** Opening Input material block **

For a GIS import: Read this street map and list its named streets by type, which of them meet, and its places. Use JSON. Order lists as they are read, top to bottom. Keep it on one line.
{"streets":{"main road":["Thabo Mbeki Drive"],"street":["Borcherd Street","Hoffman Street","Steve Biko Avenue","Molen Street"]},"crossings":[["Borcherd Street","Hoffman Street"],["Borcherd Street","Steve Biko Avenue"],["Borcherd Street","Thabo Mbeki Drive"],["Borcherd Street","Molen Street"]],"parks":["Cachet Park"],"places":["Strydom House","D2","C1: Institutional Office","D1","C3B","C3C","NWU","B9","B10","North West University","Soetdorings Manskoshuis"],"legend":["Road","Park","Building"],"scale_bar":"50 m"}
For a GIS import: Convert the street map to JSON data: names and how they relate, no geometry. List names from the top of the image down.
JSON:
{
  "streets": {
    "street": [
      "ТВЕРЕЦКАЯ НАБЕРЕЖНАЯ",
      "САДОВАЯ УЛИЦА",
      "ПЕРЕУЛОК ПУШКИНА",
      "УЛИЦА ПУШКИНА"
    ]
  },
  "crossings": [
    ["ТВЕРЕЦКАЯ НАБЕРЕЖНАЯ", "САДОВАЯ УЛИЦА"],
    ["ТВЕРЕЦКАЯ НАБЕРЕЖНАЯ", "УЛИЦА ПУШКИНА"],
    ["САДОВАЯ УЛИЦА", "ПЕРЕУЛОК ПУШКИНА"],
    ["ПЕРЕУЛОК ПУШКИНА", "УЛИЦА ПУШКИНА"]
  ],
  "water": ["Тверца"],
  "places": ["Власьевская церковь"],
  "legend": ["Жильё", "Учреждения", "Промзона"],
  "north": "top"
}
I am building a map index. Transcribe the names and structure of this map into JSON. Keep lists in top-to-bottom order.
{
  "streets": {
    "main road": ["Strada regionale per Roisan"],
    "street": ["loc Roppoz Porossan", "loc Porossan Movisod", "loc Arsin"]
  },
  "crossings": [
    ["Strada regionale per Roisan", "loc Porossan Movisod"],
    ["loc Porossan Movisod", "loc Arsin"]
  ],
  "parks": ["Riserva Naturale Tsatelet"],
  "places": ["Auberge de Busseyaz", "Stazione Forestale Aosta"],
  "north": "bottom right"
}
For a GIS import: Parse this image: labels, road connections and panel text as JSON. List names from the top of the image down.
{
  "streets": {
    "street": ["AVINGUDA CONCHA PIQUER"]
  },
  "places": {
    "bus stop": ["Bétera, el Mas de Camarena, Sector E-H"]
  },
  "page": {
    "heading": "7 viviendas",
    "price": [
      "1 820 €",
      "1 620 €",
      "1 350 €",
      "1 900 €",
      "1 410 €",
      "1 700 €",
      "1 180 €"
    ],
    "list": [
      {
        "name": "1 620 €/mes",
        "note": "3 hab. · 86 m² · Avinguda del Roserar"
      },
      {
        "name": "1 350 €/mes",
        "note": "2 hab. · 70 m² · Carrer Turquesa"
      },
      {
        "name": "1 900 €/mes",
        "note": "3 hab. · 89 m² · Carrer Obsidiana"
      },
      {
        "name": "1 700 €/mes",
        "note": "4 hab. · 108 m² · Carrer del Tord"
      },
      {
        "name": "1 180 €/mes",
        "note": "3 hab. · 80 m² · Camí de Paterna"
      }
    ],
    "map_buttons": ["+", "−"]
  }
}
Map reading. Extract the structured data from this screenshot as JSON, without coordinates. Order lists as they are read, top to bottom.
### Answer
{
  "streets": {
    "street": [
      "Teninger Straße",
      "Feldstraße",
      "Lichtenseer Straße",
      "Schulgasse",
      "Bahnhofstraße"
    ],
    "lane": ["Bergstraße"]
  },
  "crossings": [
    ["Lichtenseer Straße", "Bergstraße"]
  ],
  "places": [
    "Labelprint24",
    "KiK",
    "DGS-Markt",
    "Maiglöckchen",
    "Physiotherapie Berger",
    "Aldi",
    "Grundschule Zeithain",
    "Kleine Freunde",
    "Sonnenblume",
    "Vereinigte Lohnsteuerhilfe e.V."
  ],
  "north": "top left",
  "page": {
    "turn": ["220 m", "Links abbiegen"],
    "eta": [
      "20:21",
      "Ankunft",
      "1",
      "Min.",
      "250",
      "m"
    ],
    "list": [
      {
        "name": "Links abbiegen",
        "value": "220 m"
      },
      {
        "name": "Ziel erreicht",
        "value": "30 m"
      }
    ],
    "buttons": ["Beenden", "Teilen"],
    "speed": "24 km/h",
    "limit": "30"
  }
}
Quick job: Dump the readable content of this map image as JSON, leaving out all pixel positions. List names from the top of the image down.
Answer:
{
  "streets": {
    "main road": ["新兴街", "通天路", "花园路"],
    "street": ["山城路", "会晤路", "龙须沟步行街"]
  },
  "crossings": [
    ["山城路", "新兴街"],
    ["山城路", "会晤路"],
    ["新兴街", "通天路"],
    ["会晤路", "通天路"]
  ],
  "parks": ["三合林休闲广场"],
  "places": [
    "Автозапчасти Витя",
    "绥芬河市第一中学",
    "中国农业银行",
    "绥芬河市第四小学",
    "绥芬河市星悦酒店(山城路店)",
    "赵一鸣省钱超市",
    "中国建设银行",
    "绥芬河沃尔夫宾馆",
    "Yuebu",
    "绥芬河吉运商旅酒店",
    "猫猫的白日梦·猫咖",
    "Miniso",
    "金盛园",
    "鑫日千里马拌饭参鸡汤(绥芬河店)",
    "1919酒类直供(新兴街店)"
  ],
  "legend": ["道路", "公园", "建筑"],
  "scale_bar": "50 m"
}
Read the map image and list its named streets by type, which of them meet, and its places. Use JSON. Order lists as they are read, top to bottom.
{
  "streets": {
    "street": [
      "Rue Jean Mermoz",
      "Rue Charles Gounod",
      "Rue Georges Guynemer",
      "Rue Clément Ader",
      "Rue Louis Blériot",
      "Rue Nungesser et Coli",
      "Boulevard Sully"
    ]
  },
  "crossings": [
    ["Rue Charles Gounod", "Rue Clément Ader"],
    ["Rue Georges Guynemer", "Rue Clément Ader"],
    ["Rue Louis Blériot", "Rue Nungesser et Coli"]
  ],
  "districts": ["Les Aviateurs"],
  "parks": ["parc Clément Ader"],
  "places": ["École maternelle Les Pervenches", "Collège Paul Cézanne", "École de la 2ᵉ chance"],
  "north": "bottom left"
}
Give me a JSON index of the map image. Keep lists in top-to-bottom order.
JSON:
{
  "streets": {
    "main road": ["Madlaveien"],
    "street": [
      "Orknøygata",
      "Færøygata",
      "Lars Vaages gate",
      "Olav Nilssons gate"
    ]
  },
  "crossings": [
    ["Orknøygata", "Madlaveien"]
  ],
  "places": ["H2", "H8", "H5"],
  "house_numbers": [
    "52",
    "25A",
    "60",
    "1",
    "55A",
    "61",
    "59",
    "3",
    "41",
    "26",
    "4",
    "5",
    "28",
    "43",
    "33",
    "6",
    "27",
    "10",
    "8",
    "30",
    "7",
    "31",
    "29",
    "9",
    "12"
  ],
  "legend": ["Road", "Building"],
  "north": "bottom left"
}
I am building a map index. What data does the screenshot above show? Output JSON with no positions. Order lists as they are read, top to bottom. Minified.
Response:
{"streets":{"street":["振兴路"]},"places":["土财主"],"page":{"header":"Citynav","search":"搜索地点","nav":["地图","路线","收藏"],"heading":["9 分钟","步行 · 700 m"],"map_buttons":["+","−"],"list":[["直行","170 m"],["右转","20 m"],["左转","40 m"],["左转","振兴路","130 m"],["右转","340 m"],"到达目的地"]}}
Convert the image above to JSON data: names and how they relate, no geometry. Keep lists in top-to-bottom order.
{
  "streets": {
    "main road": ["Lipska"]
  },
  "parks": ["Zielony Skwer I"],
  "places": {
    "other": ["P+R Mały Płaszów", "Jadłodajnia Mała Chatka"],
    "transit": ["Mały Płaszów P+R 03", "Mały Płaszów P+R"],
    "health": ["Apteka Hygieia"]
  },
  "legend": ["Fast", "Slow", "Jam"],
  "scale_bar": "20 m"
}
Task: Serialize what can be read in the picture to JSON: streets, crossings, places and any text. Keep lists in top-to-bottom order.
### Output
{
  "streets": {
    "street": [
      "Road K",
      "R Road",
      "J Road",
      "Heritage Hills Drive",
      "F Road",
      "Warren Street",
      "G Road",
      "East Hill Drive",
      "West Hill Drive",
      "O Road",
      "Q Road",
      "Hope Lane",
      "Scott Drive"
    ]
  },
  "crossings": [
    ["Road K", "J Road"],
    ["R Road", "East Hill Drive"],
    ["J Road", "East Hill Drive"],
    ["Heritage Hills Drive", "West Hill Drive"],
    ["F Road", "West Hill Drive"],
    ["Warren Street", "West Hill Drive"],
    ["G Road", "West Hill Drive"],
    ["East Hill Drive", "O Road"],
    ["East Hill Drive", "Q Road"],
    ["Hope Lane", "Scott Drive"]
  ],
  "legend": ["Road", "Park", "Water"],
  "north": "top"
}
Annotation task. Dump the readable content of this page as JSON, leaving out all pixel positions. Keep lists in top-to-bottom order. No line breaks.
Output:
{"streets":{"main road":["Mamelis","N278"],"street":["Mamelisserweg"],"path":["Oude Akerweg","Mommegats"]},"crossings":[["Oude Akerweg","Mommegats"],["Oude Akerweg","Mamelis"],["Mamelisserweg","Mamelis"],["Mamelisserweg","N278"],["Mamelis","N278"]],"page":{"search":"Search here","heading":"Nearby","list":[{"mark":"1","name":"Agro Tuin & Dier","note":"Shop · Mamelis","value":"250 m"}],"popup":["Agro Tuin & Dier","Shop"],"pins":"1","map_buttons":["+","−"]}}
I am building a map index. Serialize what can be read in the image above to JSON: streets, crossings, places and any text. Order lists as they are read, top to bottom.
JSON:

** Closing Input material block **

__Work task__. Look through the entries above and list every line containing "Dump".

__Problem solution__.
Quick job: Dump the readable content of this map image as JSON, leaving out all pixel positions. List names from the top of the image down.
Annotation task. Dump the readable content of this page as JSON, leaving out all pixel positions. Keep lists in top-to-bottom order. No line breaks.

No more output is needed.